How to use a Rolled Hem Foot

November 18, 2012 in News, Tips & Tricks

roll hem copy

Sew pretty rolled hems on garments and ruffles with the rolled hem foot with your Baby Lock Sewing Machine!

I used three examples to show the different fabrics: Silk Chiffon, Satin, and Woven Cotton. This is a great technique to practice before performing on an actual garment. 🙂

 First, when making rolled hems, you’ll need to iron up the bottom edge about a half inch, as shown. So, if you are hemming a dress, you’ll want to leave about 3/4″ for your hem allowance, but, still only iron up the bottom edge a half inch (the rolled hem foot rolls it up about another 1/4″). If you’re hemming a chiffon dress, I’d leave about an 1″ hem allowance because chiffon likes to do it’s own thing sometimes and tends to shrink up a little more).

Trim down your ironed-up edge to about an 1/8″ as shown in the next 2 pictures…

These small ridges give you enough thickness to keep it rolled over nicely when passing the fabric through the foot.

Make sure your rolled hem foot is on and your needle is in the center (I also like to change my stitch length to 3.0mm). Hold the top with your left hand and your right hand should be about 3″ down.

Place under the foot…

Pull the fabric, in front, up and in to the foot making sure that the ironed-edge stays rolled over.

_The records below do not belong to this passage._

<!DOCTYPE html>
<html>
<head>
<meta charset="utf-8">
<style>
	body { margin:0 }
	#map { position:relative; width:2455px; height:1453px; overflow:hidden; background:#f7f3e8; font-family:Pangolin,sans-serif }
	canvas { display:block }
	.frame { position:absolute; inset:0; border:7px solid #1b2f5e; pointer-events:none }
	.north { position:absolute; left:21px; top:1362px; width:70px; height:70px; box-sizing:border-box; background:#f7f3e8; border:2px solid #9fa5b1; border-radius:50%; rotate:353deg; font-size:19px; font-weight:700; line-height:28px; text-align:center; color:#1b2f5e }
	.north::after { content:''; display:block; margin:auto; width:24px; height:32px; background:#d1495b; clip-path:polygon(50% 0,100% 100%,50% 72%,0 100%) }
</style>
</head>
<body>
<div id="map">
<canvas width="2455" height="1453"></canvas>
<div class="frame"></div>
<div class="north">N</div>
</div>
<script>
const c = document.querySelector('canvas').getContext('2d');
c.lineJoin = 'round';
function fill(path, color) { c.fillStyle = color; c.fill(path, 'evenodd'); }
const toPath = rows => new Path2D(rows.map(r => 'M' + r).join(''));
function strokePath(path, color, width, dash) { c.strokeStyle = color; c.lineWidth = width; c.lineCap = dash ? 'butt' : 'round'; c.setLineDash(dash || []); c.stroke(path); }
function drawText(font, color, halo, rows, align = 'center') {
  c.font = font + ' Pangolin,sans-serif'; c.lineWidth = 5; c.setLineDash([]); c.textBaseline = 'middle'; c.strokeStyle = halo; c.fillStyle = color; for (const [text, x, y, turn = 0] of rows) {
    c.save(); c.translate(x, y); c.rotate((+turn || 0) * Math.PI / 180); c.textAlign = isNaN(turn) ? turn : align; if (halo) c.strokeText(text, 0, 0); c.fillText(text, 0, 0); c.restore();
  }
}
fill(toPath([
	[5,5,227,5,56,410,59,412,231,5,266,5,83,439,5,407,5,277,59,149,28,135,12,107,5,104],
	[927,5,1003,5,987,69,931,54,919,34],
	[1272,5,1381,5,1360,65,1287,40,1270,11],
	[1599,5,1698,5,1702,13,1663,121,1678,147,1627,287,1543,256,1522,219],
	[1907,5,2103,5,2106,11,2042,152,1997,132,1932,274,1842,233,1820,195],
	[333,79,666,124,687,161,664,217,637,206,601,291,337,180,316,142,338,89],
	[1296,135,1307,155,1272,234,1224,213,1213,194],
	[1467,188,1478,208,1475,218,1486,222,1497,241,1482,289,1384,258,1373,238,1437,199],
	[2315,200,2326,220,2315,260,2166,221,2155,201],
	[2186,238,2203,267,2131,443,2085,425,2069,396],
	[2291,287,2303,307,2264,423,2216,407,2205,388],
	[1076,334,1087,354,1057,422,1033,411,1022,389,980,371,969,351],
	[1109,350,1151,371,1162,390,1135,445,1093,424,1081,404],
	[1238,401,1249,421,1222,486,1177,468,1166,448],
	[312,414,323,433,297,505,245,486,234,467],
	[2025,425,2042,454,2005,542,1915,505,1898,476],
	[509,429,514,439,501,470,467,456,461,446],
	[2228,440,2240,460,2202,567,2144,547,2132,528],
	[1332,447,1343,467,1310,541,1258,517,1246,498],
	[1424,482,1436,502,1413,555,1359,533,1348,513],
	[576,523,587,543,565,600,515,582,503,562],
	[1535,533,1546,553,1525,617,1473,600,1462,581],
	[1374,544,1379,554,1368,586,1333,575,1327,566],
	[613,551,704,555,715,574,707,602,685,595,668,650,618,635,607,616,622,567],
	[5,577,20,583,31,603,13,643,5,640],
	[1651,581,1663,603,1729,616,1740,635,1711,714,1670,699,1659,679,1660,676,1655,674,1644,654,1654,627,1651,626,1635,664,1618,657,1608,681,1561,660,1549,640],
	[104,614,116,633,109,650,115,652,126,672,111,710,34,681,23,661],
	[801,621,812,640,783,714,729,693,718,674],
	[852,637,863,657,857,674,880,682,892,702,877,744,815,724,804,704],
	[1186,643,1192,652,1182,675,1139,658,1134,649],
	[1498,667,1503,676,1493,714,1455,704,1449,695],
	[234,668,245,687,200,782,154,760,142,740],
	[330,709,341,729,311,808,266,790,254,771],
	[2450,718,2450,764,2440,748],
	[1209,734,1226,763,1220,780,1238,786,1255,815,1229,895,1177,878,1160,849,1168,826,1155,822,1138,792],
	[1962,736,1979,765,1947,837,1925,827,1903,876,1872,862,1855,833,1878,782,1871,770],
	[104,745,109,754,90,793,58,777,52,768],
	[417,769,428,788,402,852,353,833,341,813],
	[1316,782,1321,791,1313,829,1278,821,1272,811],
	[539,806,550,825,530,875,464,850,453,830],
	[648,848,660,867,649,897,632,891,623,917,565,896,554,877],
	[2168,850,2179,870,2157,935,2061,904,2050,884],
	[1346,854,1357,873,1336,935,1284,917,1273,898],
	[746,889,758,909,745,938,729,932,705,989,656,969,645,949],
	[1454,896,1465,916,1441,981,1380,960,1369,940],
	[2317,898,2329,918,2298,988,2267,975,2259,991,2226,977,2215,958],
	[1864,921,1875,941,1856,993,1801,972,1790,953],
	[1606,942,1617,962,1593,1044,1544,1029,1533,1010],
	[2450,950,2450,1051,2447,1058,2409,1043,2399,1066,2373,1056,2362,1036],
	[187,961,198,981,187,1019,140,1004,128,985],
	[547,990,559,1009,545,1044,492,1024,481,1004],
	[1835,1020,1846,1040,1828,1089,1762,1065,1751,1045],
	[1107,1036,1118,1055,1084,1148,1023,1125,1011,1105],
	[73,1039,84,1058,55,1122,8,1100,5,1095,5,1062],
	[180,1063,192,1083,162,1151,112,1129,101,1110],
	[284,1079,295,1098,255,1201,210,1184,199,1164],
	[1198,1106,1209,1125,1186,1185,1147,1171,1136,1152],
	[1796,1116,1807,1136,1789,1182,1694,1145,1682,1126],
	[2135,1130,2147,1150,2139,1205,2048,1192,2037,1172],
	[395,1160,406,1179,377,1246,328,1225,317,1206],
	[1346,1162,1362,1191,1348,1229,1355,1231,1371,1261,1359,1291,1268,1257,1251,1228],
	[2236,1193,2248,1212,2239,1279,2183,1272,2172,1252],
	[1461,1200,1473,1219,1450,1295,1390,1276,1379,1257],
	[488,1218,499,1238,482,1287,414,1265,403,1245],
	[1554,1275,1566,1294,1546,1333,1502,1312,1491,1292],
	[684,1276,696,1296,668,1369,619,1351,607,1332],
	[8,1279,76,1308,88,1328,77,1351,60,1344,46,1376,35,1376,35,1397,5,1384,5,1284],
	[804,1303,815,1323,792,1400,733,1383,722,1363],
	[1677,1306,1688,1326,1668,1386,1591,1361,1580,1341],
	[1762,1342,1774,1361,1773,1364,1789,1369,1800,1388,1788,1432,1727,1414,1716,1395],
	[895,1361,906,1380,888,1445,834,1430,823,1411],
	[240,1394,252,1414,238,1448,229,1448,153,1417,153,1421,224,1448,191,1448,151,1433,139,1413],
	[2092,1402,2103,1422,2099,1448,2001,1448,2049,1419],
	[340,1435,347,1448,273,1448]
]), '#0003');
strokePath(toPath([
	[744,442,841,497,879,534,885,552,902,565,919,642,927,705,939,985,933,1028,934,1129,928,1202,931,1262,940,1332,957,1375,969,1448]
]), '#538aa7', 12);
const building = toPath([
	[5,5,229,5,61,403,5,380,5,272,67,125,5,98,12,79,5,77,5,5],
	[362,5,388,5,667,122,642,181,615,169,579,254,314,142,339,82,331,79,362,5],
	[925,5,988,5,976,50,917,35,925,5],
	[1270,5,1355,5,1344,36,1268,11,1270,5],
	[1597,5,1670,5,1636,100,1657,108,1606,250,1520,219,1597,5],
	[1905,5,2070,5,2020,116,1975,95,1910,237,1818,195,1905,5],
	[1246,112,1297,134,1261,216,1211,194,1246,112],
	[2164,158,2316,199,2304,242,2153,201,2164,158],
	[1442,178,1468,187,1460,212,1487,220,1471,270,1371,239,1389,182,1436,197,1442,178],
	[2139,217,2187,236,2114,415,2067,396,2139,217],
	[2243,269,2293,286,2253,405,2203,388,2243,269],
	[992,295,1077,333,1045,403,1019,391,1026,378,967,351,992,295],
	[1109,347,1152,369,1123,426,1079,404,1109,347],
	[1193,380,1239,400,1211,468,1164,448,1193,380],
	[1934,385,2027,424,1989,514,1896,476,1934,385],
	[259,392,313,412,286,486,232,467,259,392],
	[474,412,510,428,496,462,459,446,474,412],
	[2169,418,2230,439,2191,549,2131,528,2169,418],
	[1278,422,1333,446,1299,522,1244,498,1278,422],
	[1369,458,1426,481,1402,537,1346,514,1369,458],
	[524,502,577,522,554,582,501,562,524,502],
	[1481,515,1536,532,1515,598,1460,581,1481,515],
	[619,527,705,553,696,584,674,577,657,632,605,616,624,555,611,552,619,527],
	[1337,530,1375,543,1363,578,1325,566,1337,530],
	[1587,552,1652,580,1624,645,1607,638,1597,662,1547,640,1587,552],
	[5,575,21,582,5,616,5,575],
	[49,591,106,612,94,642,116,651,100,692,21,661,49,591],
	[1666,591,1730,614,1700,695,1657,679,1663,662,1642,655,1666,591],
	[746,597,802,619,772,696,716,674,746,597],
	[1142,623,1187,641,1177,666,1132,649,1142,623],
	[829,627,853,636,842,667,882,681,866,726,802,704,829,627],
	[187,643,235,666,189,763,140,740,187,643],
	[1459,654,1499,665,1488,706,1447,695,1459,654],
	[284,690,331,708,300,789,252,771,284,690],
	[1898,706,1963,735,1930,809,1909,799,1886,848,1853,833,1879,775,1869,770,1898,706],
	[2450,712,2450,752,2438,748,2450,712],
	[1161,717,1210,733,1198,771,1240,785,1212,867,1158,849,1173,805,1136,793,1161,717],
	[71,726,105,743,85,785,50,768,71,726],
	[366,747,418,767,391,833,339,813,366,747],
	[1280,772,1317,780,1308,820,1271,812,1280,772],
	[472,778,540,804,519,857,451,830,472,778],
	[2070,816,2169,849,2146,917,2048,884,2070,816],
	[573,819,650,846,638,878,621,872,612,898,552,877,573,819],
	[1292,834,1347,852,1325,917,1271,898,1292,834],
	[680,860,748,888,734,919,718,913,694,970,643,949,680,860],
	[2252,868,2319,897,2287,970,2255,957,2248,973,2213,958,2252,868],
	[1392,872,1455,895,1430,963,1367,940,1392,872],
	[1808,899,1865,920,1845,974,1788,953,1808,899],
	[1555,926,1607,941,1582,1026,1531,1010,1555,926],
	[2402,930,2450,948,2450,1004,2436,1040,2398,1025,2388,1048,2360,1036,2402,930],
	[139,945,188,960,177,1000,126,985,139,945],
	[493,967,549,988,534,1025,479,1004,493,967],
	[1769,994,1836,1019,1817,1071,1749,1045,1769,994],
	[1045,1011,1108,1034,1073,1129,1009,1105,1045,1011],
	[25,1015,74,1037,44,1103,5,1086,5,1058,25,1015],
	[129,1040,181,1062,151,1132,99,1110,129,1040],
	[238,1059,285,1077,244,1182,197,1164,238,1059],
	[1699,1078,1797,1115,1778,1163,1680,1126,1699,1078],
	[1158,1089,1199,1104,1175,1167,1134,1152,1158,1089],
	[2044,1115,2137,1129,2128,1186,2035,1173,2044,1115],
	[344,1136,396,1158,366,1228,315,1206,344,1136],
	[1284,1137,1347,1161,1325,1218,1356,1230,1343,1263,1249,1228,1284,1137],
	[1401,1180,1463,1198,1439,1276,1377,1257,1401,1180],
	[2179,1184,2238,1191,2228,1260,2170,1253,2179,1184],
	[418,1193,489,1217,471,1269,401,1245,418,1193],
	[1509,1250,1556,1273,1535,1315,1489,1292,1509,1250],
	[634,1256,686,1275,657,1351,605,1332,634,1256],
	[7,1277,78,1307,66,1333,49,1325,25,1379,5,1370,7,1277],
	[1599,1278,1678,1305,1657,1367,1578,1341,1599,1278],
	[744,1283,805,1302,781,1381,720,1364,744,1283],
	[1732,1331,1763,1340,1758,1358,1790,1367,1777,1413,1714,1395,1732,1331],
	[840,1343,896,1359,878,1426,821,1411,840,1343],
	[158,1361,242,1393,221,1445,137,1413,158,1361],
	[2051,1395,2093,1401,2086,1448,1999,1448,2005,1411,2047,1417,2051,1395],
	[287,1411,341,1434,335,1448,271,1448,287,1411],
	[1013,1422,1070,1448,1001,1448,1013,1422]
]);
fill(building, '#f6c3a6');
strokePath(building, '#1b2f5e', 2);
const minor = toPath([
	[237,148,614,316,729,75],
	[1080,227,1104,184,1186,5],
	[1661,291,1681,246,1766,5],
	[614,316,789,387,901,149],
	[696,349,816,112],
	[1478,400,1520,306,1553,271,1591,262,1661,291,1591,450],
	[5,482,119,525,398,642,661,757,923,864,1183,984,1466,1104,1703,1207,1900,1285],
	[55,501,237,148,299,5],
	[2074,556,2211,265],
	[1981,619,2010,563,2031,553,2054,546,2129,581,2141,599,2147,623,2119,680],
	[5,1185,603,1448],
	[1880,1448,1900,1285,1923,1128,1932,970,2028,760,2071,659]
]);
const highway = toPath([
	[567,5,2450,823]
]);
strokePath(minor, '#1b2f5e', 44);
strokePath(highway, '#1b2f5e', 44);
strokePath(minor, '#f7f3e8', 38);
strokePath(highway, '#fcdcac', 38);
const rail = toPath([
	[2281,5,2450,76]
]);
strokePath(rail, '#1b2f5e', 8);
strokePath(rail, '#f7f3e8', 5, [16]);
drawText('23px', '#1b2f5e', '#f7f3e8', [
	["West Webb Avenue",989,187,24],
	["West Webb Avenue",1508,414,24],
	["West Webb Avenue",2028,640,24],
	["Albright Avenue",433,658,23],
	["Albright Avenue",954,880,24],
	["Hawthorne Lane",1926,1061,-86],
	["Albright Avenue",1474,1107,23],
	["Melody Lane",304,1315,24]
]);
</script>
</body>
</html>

It’s difficult to stitch the beginning (scroll further down to the chiffon fabric and I’ll give you some tips on doing this). However, typically, when you are sewing a hem, you’re sewing around a circle rather than a straight line (like our practice piece). When you’re hemming-in-the-round, it’s a little easier to grab the fabric behind the foot. Hold the fabric behind the foot with your left hand and with your right hand in front, the fabric needs to be continually rolled over between your thumb and fore finger…have slight tension on the fabric continuously so that it doesn’t roll too much or too little. It takes some practice to get the technique down!

Don’t hold the fabric like how it’s shown twisted out to the right below, rather, constantly roll it over…

Keep rolling it in, how it’s shown below…

TIP: If you are hemming-in-the-round along the lower edge of a skirt or the like, stick with thinner fabrics to use this technique, but, also, if you will be hemming over any side/back seams (etc), clip off about a 3/4″ of seam allowance (on every seam you’d be hemming over) along the lower edge of the skirt, trimming pretty close to the seam. Otherwise, it gets to bulky to pass through the foot.

Pretty underside of the hem!

Here’s a tip for starting at the very beginning of a straight piece of fabric (not sewing-in-the-round). Starting at the very beginning, fold the ironed edge over again (so, it’s rolled up twice), hold about an inch or so down and place under the foot keeping just the beginning of the fabric rolled twice.


Put your needle down into the top where it’s folded twice…

Then, insert your fabric up and in to the foot again as shown earlier (and below).


Under side…

Top side…

 Note: If you are hemming a garment with the hemmer foot (make sure the fabric isn’t too terribly thick or stretchy), after you cut off the excess fabric (leaving a 3/4″ – 1″ hem allowance, reinforce the bottom of all of the side/back/princess (etc) seams where you just cut off so they don’t come undone when using the hemmer foot. Then, I trim those seam allowances down to about an 1/8″ within the hem allowance only so that they’ll pass through the hemmer foot. If your seams are just too thick to pass through the hemmer foot, leave the needle down in the rolled hem just as you get to your seam, take the rolled fabric out of the front of the foot and flatten it down to go over the seam and then insert your fabric back into the foot. Seams can be tricky! Hopefully that makes sense! Practice, don’t get frustrated!